__TASK TO CARRY OUT__
The job is to find each line in the entries holding the string "halo" and copy that line.

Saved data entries

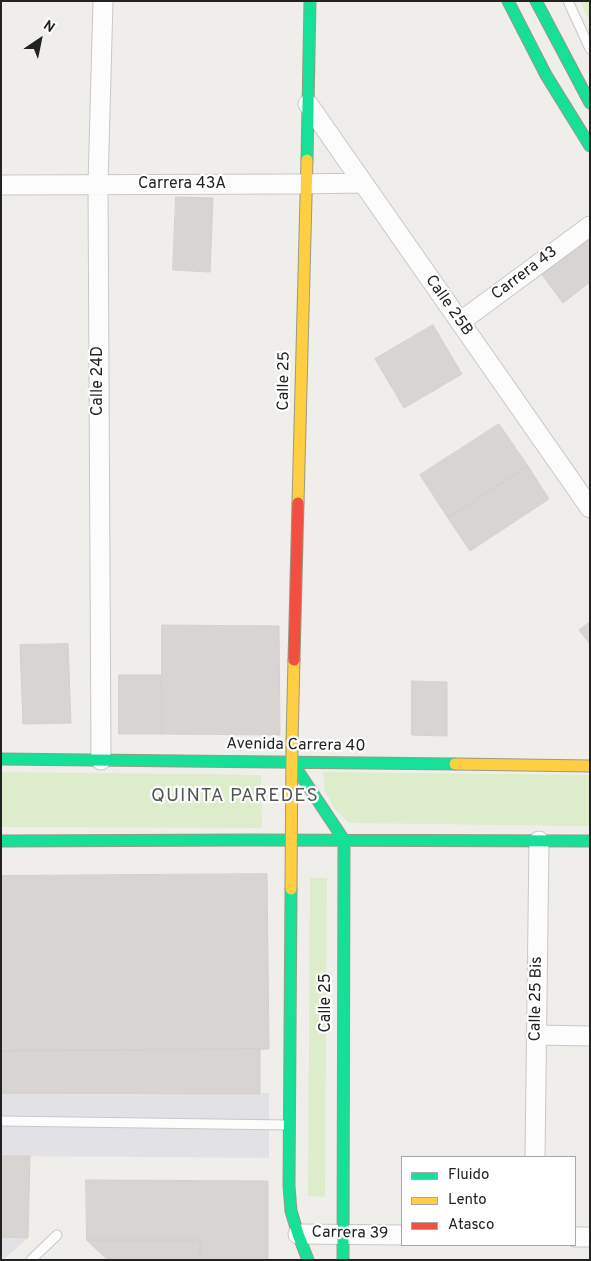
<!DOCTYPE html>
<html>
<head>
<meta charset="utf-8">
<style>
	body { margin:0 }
	#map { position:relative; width:591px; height:1261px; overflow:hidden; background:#f0eeeb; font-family:Overpass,sans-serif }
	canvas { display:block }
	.frame { position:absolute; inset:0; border:2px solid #222; pointer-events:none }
	.legend { position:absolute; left:401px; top:1156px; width:175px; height:90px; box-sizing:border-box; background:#fff; border:1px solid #a7a7a7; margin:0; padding:6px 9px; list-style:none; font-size:15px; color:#222 }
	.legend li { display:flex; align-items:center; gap:10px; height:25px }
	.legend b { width:25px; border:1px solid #a7a7a7 }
	.north { position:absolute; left:15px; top:15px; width:50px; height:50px; -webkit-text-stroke:4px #fff; paint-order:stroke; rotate:34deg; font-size:14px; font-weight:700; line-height:20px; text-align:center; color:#222 }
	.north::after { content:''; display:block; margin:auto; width:18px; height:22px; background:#222; clip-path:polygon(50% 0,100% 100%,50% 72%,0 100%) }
</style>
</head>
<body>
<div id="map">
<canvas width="591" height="1261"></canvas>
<div class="frame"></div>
<ul class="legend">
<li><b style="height:6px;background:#16e098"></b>Fluido</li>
<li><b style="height:6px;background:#ffcf43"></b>Lento</li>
<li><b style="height:6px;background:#f24e42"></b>Atasco</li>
</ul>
<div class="north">N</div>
</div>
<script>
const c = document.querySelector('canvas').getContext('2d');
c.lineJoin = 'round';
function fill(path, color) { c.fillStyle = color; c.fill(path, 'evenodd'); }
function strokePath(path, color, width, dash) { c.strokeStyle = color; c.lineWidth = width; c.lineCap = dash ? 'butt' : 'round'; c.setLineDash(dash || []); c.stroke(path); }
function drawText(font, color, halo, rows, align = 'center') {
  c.font = font + ' Overpass,sans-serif'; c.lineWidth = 4.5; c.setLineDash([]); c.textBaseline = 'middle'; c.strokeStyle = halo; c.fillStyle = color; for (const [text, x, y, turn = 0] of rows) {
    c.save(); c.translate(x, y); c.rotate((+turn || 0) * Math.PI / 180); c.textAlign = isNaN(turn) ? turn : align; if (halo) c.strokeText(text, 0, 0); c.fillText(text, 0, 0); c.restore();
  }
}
fill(new Path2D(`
	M580,1H590V22Z
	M1,772L261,775L262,828L1,827Z
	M323,772L590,775V826L349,823L335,809L325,791Z
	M310,878H327L325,1197L308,1196Z`), '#ddeccb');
fill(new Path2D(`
	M1,1093H269V1158L1,1156Z
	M1,1237L28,1238L3,1260H1Z`), '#e2e1e5');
const building = new Path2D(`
	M176,197L213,198L210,272L173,270Z
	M590,234V282L563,303L540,272Z
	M433,325L462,374L404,408L375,359Z
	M499,424L528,466L448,518L420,475Z
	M528,466L549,499L470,551L448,518Z
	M590,622V644L579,630Z
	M162,625L279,626L280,735L162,734Z
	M68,644L71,723L23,724L20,645Z
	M119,675H161L162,734H119Z
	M412,681L447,682V736L412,735Z
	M267,874L269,1049L1,1051V876Z
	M260,1049V1094L1,1093V1051Z
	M1,1156H30L28,1238L1,1237Z
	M86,1180L268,1181V1260H200V1240H87Z
	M87,1240H200V1260H108Z`);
fill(building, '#d7d4d2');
strokePath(building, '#d3d0cc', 1);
const lane = new Path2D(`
	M568,1L590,49
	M1,1121L288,1125
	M31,1260L57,1235`);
const street = new Path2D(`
	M308,104L590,508
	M1,185L296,184L363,183
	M460,322L590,226
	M101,760L98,185L103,1
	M536,1035L590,1036
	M535,1157L539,841
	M298,1234L402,1235
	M575,1237H590`);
const fast = new Path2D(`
	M508,1L546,75L590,146
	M536,1L590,103
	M307,160L310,1
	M1,759L455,764
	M292,762L344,840L343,1260
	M1,841L250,840L590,841
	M291,889L289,1186L291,1211L298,1234L308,1260`);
const slow = new Path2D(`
	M298,503L307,160
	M455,764L590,766
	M291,889L292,742L294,660`);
const jam = new Path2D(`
	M294,660L298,503`);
strokePath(lane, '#c9c8c7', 11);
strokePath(street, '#c9c8c7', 21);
strokePath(fast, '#999a82', 13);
strokePath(slow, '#999a82', 13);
strokePath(jam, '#999a82', 13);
strokePath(lane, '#fdfcfc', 9);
strokePath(street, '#fdfcfc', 19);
strokePath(fast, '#16e098', 11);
strokePath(slow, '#ffcf43', 11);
strokePath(jam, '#f24e42', 11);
drawText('16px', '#222', '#fff', [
	["Carrera 43A",182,185],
	["Carrera 43",525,274,-37],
	["Calle 25B",448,306,55],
	["Calle 24D",99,381,-90],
	["Calle 25",285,381,-89],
	["Avenida Carrera 40",296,746,1],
	["Calle 25 Bis",537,999,-89],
	["Calle 25",327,1003,-90],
	["Carrera 39",350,1234,1]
]);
c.letterSpacing = '1px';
drawText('19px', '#555', '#fff', [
	["QUINTA PAREDES",235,797]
]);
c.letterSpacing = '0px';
</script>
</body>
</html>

__EXERCISE RESPONSE__
function drawText(font, color, halo, rows, align = 'center') {
  c.font = font + ' Overpass,sans-serif'; c.lineWidth = 4.5; c.setLineDash([]); c.textBaseline = 'middle'; c.strokeStyle = halo; c.fillStyle = color; for (const [text, x, y, turn = 0] of rows) {
    c.save(); c.translate(x, y); c.rotate((+turn || 0) * Math.PI / 180); c.textAlign = isNaN(turn) ? turn : align; if (halo) c.strokeText(text, 0, 0); c.fillText(text, 0, 0); c.restore();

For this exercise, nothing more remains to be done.